# Data for the task:
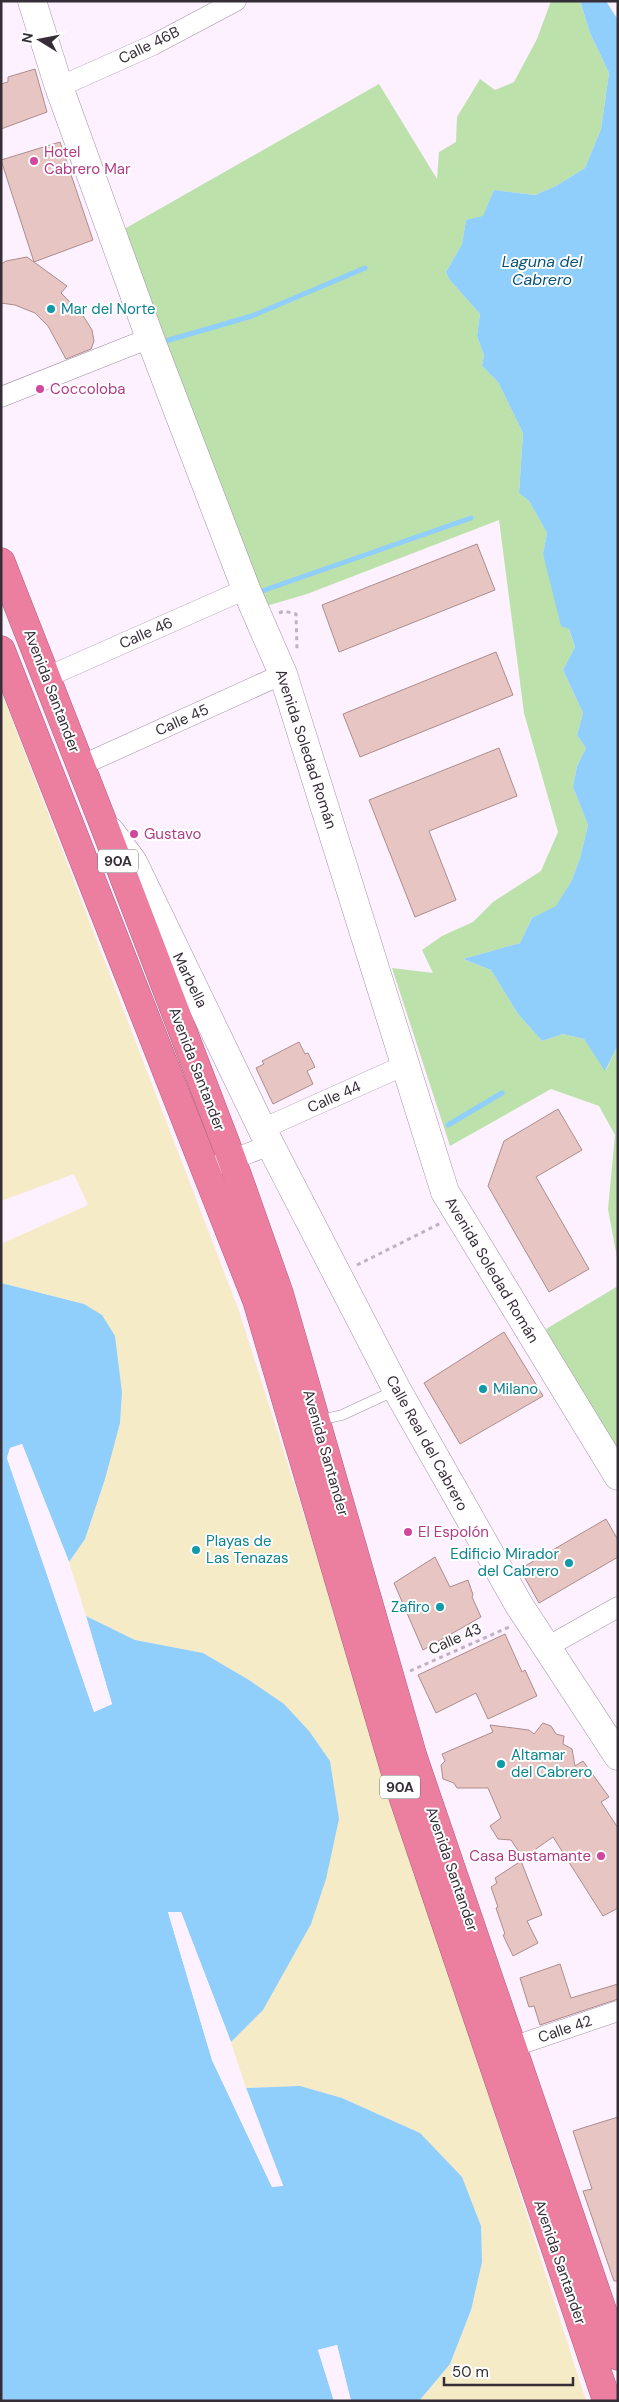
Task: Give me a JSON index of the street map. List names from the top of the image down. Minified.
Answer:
{"streets":{"highway":["Avenida Santander","90A"],"street":["Calle 46B","Calle 46","Calle 45","Avenida Soledad Román","Marbella","Calle 44","Calle Real del Cabrero","Calle 42"],"path":["Calle 43"]},"crossings":[["Calle 46B","Avenida Soledad Román"],["Calle 46","Avenida Santander"],["Calle 46","Avenida Soledad Román"],["Avenida Santander","Calle 45"],["Avenida Santander","Marbella"],["Avenida Santander","Calle 44"],["Avenida Santander","Calle 43"],["Avenida Santander","Calle 42"],["Calle 45","Avenida Soledad Román"],["Avenida Soledad Román","Calle 44"],["Marbella","Calle 44"],["Marbella","Calle Real del Cabrero"],["Calle 44","Calle Real del Cabrero"],["Calle Real del Cabrero","Calle 43"]],"water":["Laguna del Cabrero"],"places":["Hotel Cabrero Mar","Mar del Norte","Coccoloba","Gustavo","Milano","El Espolón","Playas de Las Tenazas","Edificio Mirador del Cabrero","Zafiro","Altamar del Cabrero","Casa Bustamante"],"scale_bar":"50 m","north":"left"}
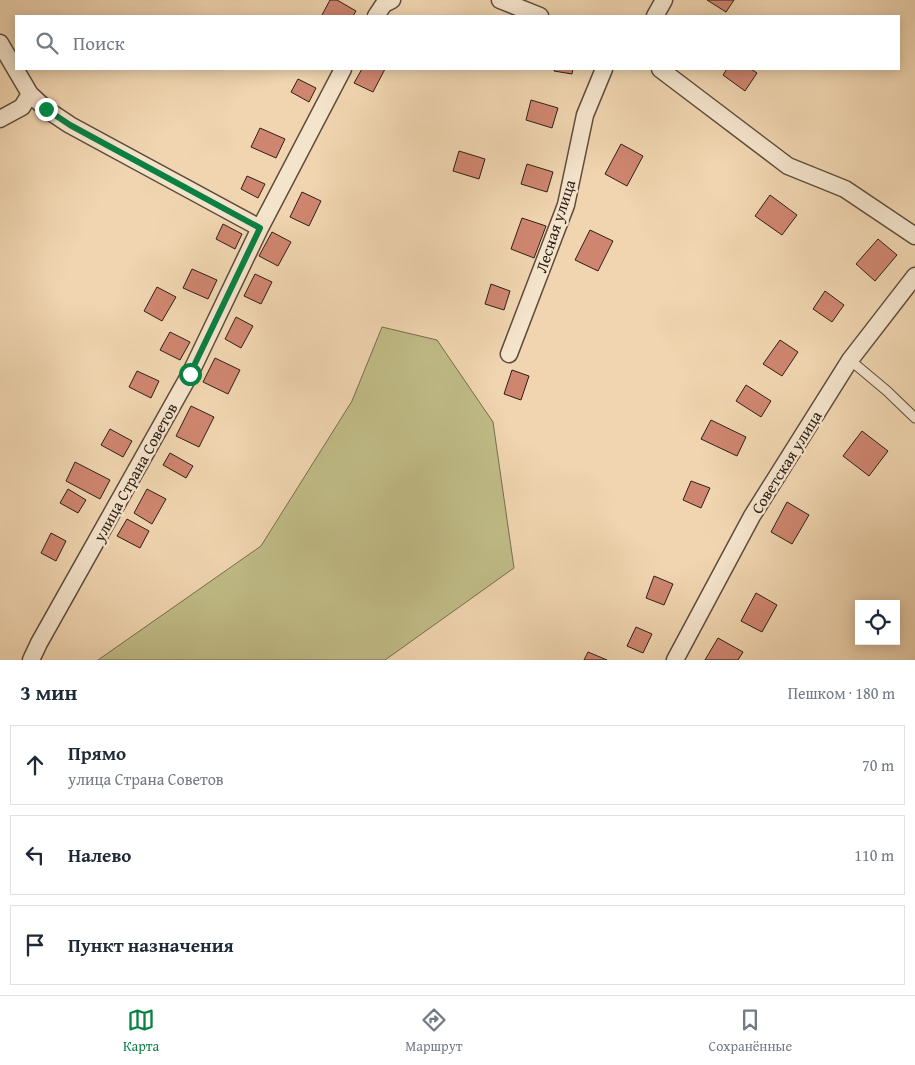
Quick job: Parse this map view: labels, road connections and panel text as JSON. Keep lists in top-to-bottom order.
{
  "streets": {
    "street": ["Лесная улица", "Советская улица", "улица Страна Советов"]
  },
  "page": {
    "search": "Поиск",
    "heading": ["3 мин", "Пешком · 180 m"],
    "list": [
      ["Прямо", "улица Страна Советов", "70 m"],
      ["Налево", "110 m"],
      "Пункт назначения"
    ],
    "nav": ["Карта", "Маршрут", "Сохранённые"]
  }
}
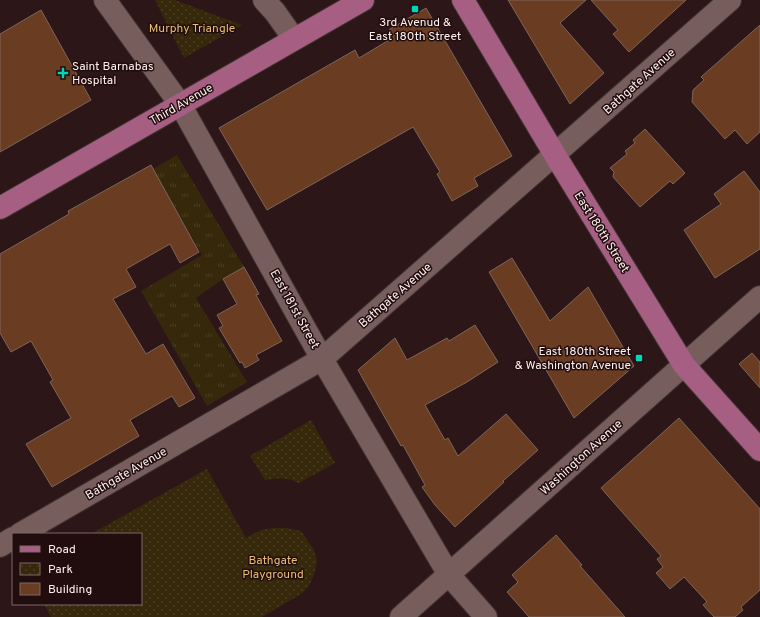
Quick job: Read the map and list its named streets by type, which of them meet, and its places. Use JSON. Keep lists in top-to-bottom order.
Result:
{
  "streets": {
    "main road": ["Third Avenue", "East 180th Street"],
    "street": ["Bathgate Avenue", "East 181st Street", "Washington Avenue"]
  },
  "crossings": [
    ["Bathgate Avenue", "East 180th Street"],
    ["Bathgate Avenue", "East 181st Street"],
    ["Third Avenue", "East 181st Street"],
    ["East 180th Street", "Washington Avenue"],
    ["East 181st Street", "Washington Avenue"]
  ],
  "parks": ["Murphy Triangle", "Bathgate Playground"],
  "places": {
    "transit": ["3rd Avenud & East 180th Street", "East 180th Street & Washington Avenue"],
    "health": ["Saint Barnabas Hospital"]
  },
  "legend": ["Road", "Park", "Building"]
}
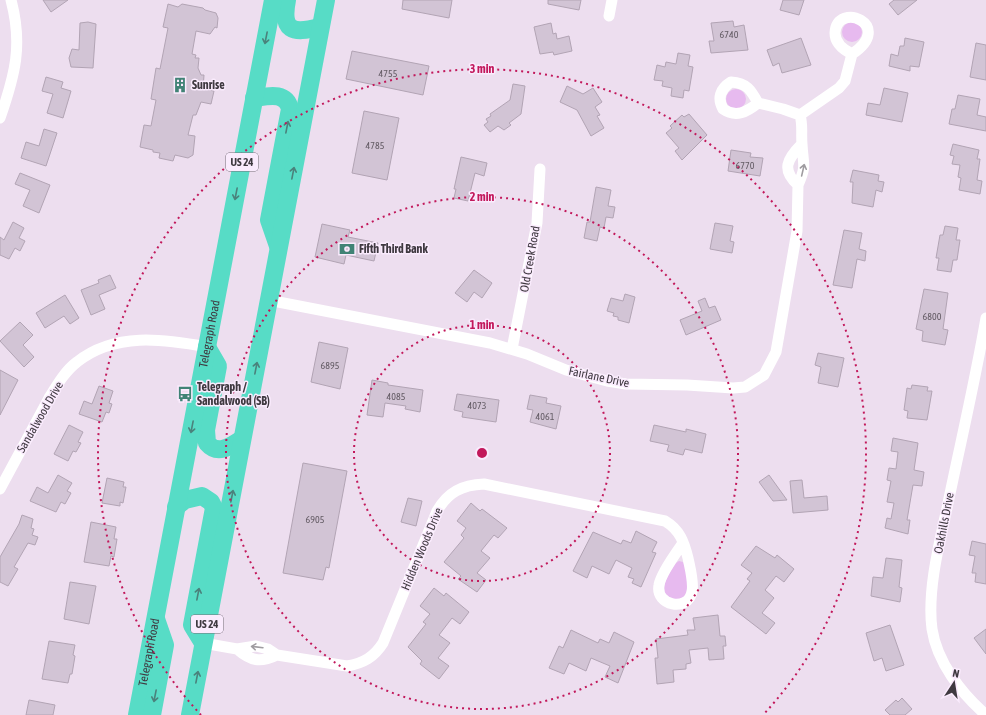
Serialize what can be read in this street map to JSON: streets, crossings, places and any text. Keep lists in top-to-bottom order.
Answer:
{
  "streets": {
    "highway": ["US 24", "Telegraph Road"],
    "street": [
      "Old Creek Road",
      "Fairlane Drive",
      "Sandalwood Drive",
      "Oakhills Drive",
      "Hidden Woods Drive"
    ]
  },
  "crossings": [
    ["US 24", "Fairlane Drive"],
    ["US 24", "Hidden Woods Drive"],
    ["Old Creek Road", "Fairlane Drive"],
    ["Telegraph Road", "Sandalwood Drive"]
  ],
  "places": {
    "building": ["Sunrise"],
    "bank": ["Fifth Third Bank"],
    "bus stop": ["Telegraph / Sandalwood (SB)"]
  },
  "house_numbers": [
    "6740",
    "4755",
    "4785",
    "6770",
    "6800",
    "6895",
    "4085",
    "4073",
    "4061",
    "6905"
  ],
  "north": "top",
  "rings": ["3 min", "2 min", "1 min"]
}
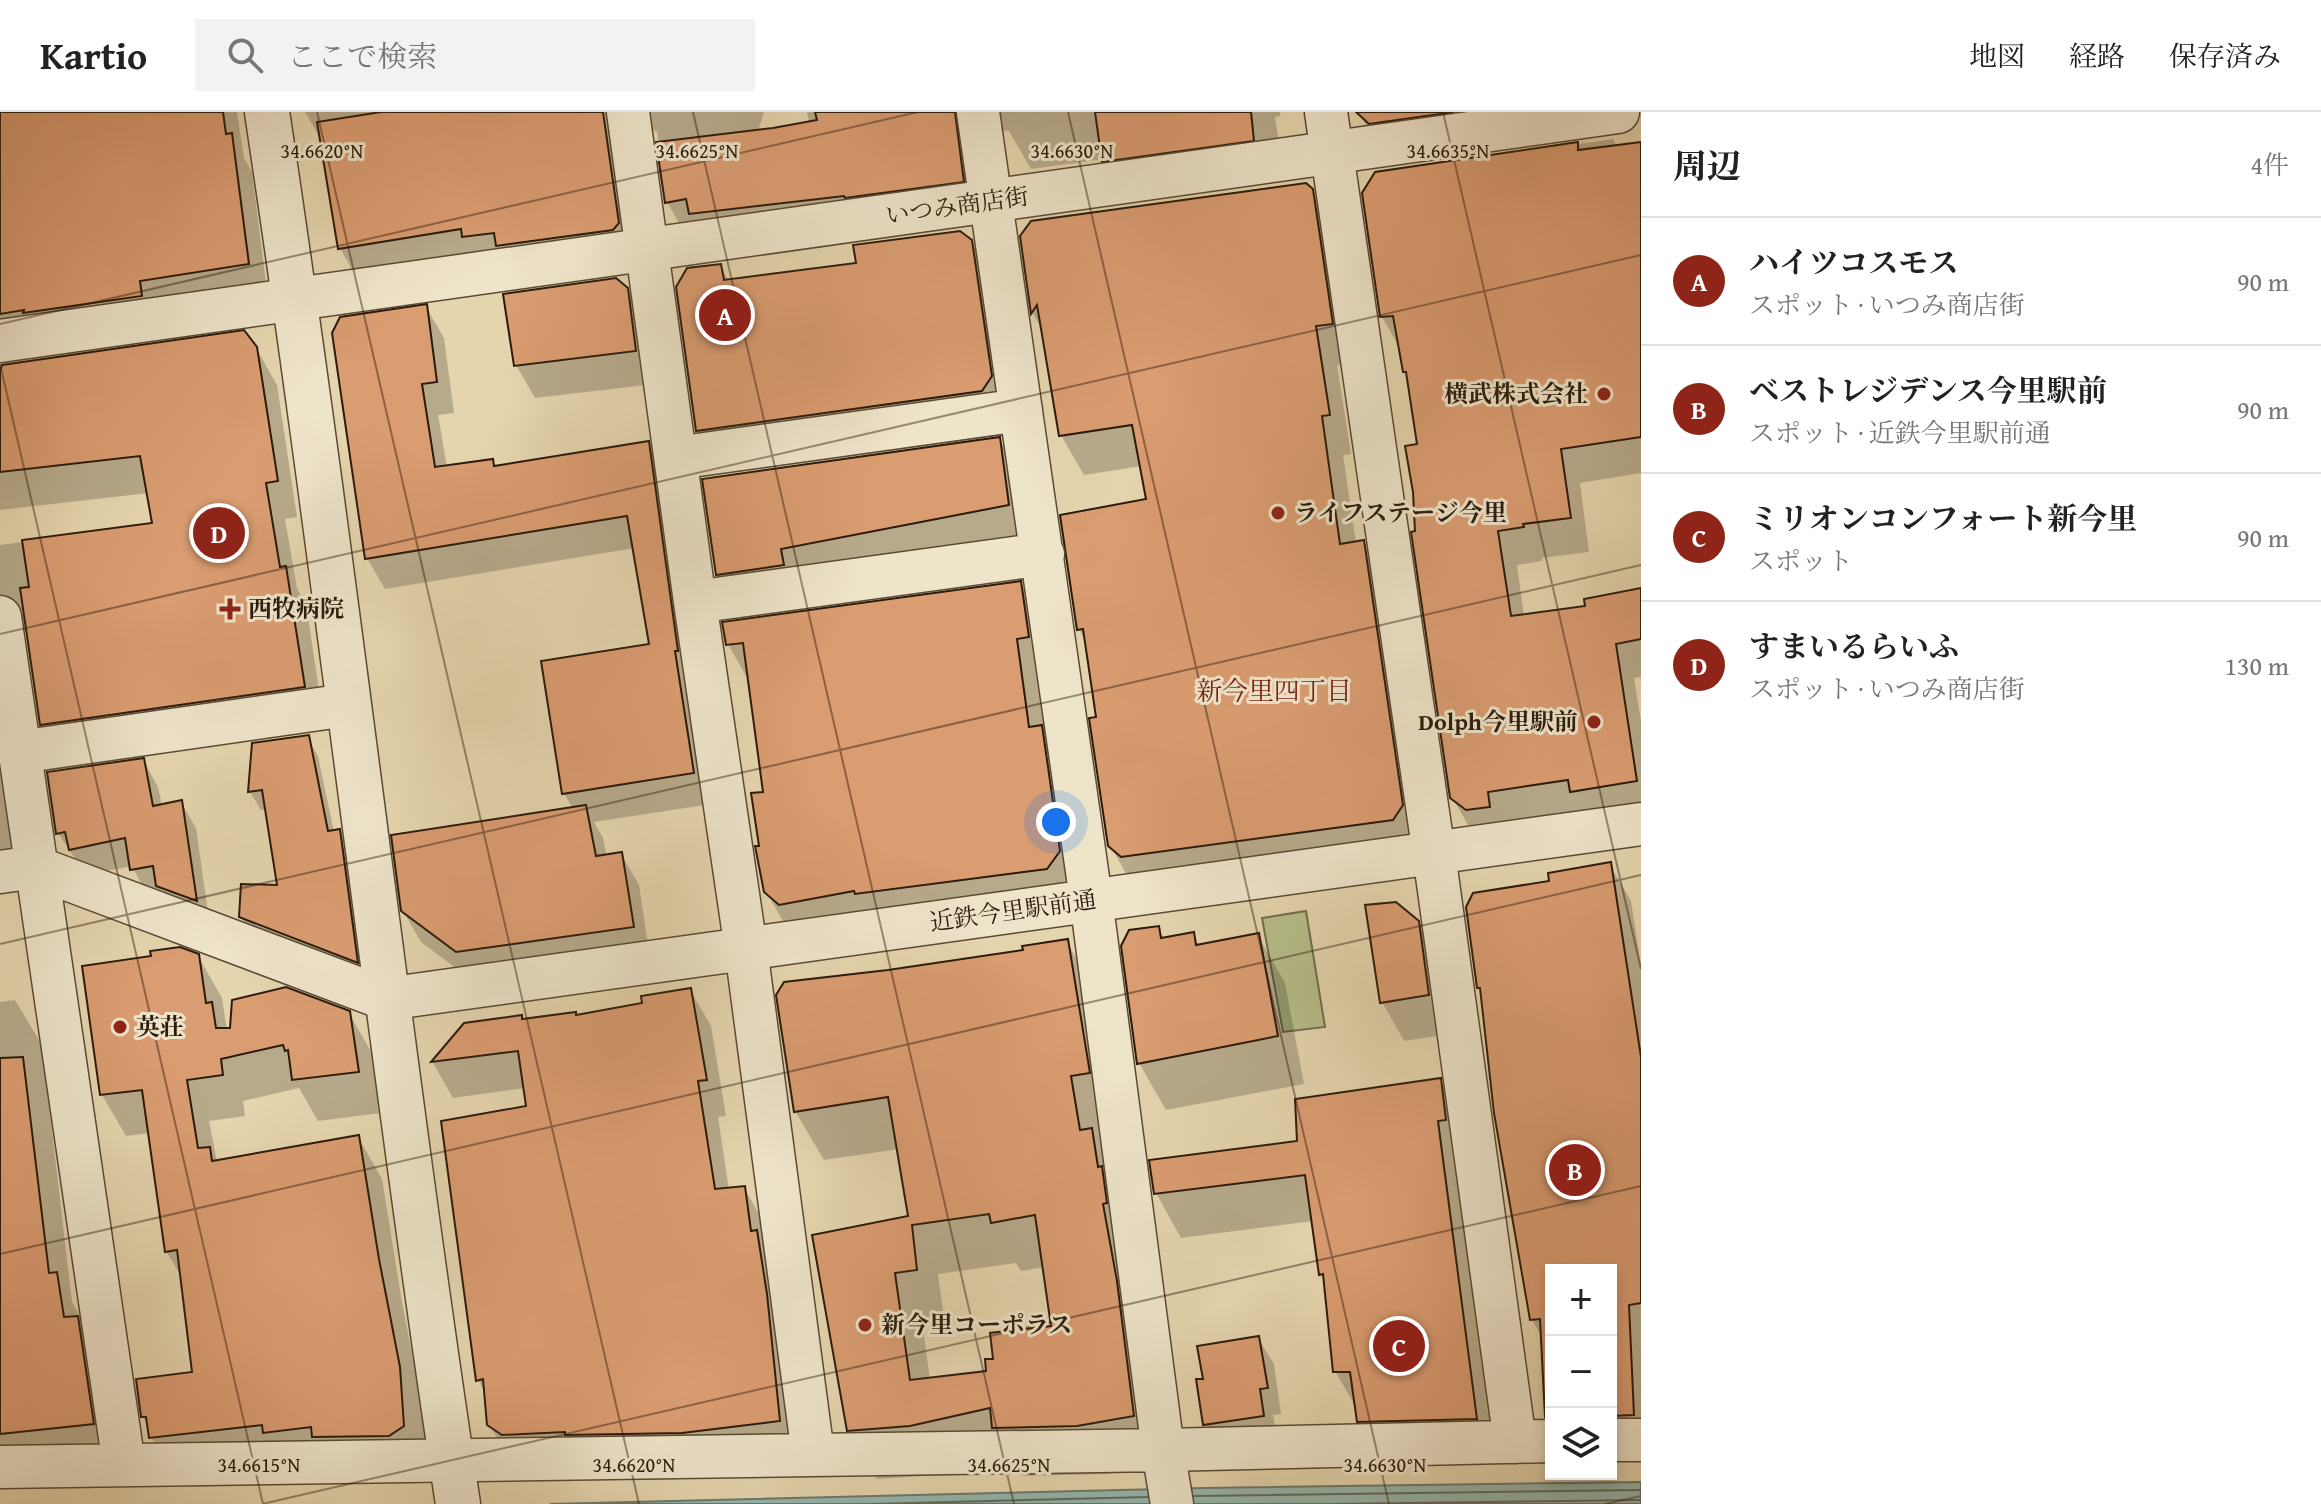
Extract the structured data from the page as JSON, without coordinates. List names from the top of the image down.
{
  "streets": {
    "street": ["いつみ商店街", "近鉄今里駅前通"]
  },
  "districts": ["新今里四丁目"],
  "places": {
    "other": [
      "横武株式会社",
      "ライフステージ今里",
      "Dolph今里駅前",
      "英荘",
      "新今里コーポラス"
    ],
    "health": ["西牧病院"]
  },
  "page": {
    "header": "Kartio",
    "search": "ここで検索",
    "nav": ["地図", "経路", "保存済み"],
    "heading": ["周辺", "4件"],
    "list": [
      {
        "mark": "A",
        "name": "ハイツコスモス",
        "note": "スポット · いつみ商店街",
        "value": "90 m"
      },
      {
        "mark": "B",
        "name": "ベストレジデンス今里駅前",
        "note": "スポット · 近鉄今里駅前通",
        "value": "90 m"
      },
      {
        "mark": "C",
        "name": "ミリオンコンフォート新今里",
        "note": "スポット",
        "value": "90 m"
      },
      {
        "mark": "D",
        "name": "すまいるらいふ",
        "note": "スポット · いつみ商店街",
        "value": "130 m"
      }
    ],
    "pins": [
      "A",
      "D",
      "B",
      "C"
    ],
    "map_buttons": ["+", "−"]
  },
  "coordinates": [
    "34.6630°N",
    "34.6635°N",
    "34.6620°N",
    "34.6625°N",
    "34.6615°N"
  ]
}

# Required work:
Transcribe the listing above in full. Pictures are not part of the copy.

# Output below:
Task: Give me a JSON index of the street map. List names from the top of the image down. Minified.
Answer:
{"streets":{"highway":["Avenida Santander","90A"],"street":["Calle 46B","Calle 46","Calle 45","Avenida Soledad Román","Marbella","Calle 44","Calle Real del Cabrero","Calle 42"],"path":["Calle 43"]},"crossings":[["Calle 46B","Avenida Soledad Román"],["Calle 46","Avenida Santander"],["Calle 46","Avenida Soledad Román"],["Avenida Santander","Calle 45"],["Avenida Santander","Marbella"],["Avenida Santander","Calle 44"],["Avenida Santander","Calle 43"],["Avenida Santander","Calle 42"],["Calle 45","Avenida Soledad Román"],["Avenida Soledad Román","Calle 44"],["Marbella","Calle 44"],["Marbella","Calle Real del Cabrero"],["Calle 44","Calle Real del Cabrero"],["Calle Real del Cabrero","Calle 43"]],"water":["Laguna del Cabrero"],"places":["Hotel Cabrero Mar","Mar del Norte","Coccoloba","Gustavo","Milano","El Espolón","Playas de Las Tenazas","Edificio Mirador del Cabrero","Zafiro","Altamar del Cabrero","Casa Bustamante"],"scale_bar":"50 m","north":"left"}
Quick job: Parse this map view: labels, road connections and panel text as JSON. Keep lists in top-to-bottom order.
{
  "streets": {
    "street": ["Лесная улица", "Советская улица", "улица Страна Советов"]
  },
  "page": {
    "search": "Поиск",
    "heading": ["3 мин", "Пешком · 180 m"],
    "list": [
      ["Прямо", "улица Страна Советов", "70 m"],
      ["Налево", "110 m"],
      "Пункт назначения"
    ],
    "nav": ["Карта", "Маршрут", "Сохранённые"]
  }
}
Quick job: Read the map and list its named streets by type, which of them meet, and its places. Use JSON. Keep lists in top-to-bottom order.
Result:
{
  "streets": {
    "main road": ["Third Avenue", "East 180th Street"],
    "street": ["Bathgate Avenue", "East 181st Street", "Washington Avenue"]
  },
  "crossings": [
    ["Bathgate Avenue", "East 180th Street"],
    ["Bathgate Avenue", "East 181st Street"],
    ["Third Avenue", "East 181st Street"],
    ["East 180th Street", "Washington Avenue"],
    ["East 181st Street", "Washington Avenue"]
  ],
  "parks": ["Murphy Triangle", "Bathgate Playground"],
  "places": {
    "transit": ["3rd Avenud & East 180th Street", "East 180th Street & Washington Avenue"],
    "health": ["Saint Barnabas Hospital"]
  },
  "legend": ["Road", "Park", "Building"]
}
Serialize what can be read in this street map to JSON: streets, crossings, places and any text. Keep lists in top-to-bottom order.
Answer:
{
  "streets": {
    "highway": ["US 24", "Telegraph Road"],
    "street": [
      "Old Creek Road",
      "Fairlane Drive",
      "Sandalwood Drive",
      "Oakhills Drive",
      "Hidden Woods Drive"
    ]
  },
  "crossings": [
    ["US 24", "Fairlane Drive"],
    ["US 24", "Hidden Woods Drive"],
    ["Old Creek Road", "Fairlane Drive"],
    ["Telegraph Road", "Sandalwood Drive"]
  ],
  "places": {
    "building": ["Sunrise"],
    "bank": ["Fifth Third Bank"],
    "bus stop": ["Telegraph / Sandalwood (SB)"]
  },
  "house_numbers": [
    "6740",
    "4755",
    "4785",
    "6770",
    "6800",
    "6895",
    "4085",
    "4073",
    "4061",
    "6905"
  ],
  "north": "top",
  "rings": ["3 min", "2 min", "1 min"]
}
Extract the structured data from the page as JSON, without coordinates. List names from the top of the image down.
{
  "streets": {
    "street": ["いつみ商店街", "近鉄今里駅前通"]
  },
  "districts": ["新今里四丁目"],
  "places": {
    "other": [
      "横武株式会社",
      "ライフステージ今里",
      "Dolph今里駅前",
      "英荘",
      "新今里コーポラス"
    ],
    "health": ["西牧病院"]
  },
  "page": {
    "header": "Kartio",
    "search": "ここで検索",
    "nav": ["地図", "経路", "保存済み"],
    "heading": ["周辺", "4件"],
    "list": [
      {
        "mark": "A",
        "name": "ハイツコスモス",
        "note": "スポット · いつみ商店街",
        "value": "90 m"
      },
      {
        "mark": "B",
        "name": "ベストレジデンス今里駅前",
        "note": "スポット · 近鉄今里駅前通",
        "value": "90 m"
      },
      {
        "mark": "C",
        "name": "ミリオンコンフォート新今里",
        "note": "スポット",
        "value": "90 m"
      },
      {
        "mark": "D",
        "name": "すまいるらいふ",
        "note": "スポット · いつみ商店街",
        "value": "130 m"
      }
    ],
    "pins": [
      "A",
      "D",
      "B",
      "C"
    ],
    "map_buttons": ["+", "−"]
  },
  "coordinates": [
    "34.6630°N",
    "34.6635°N",
    "34.6620°N",
    "34.6625°N",
    "34.6615°N"
  ]
}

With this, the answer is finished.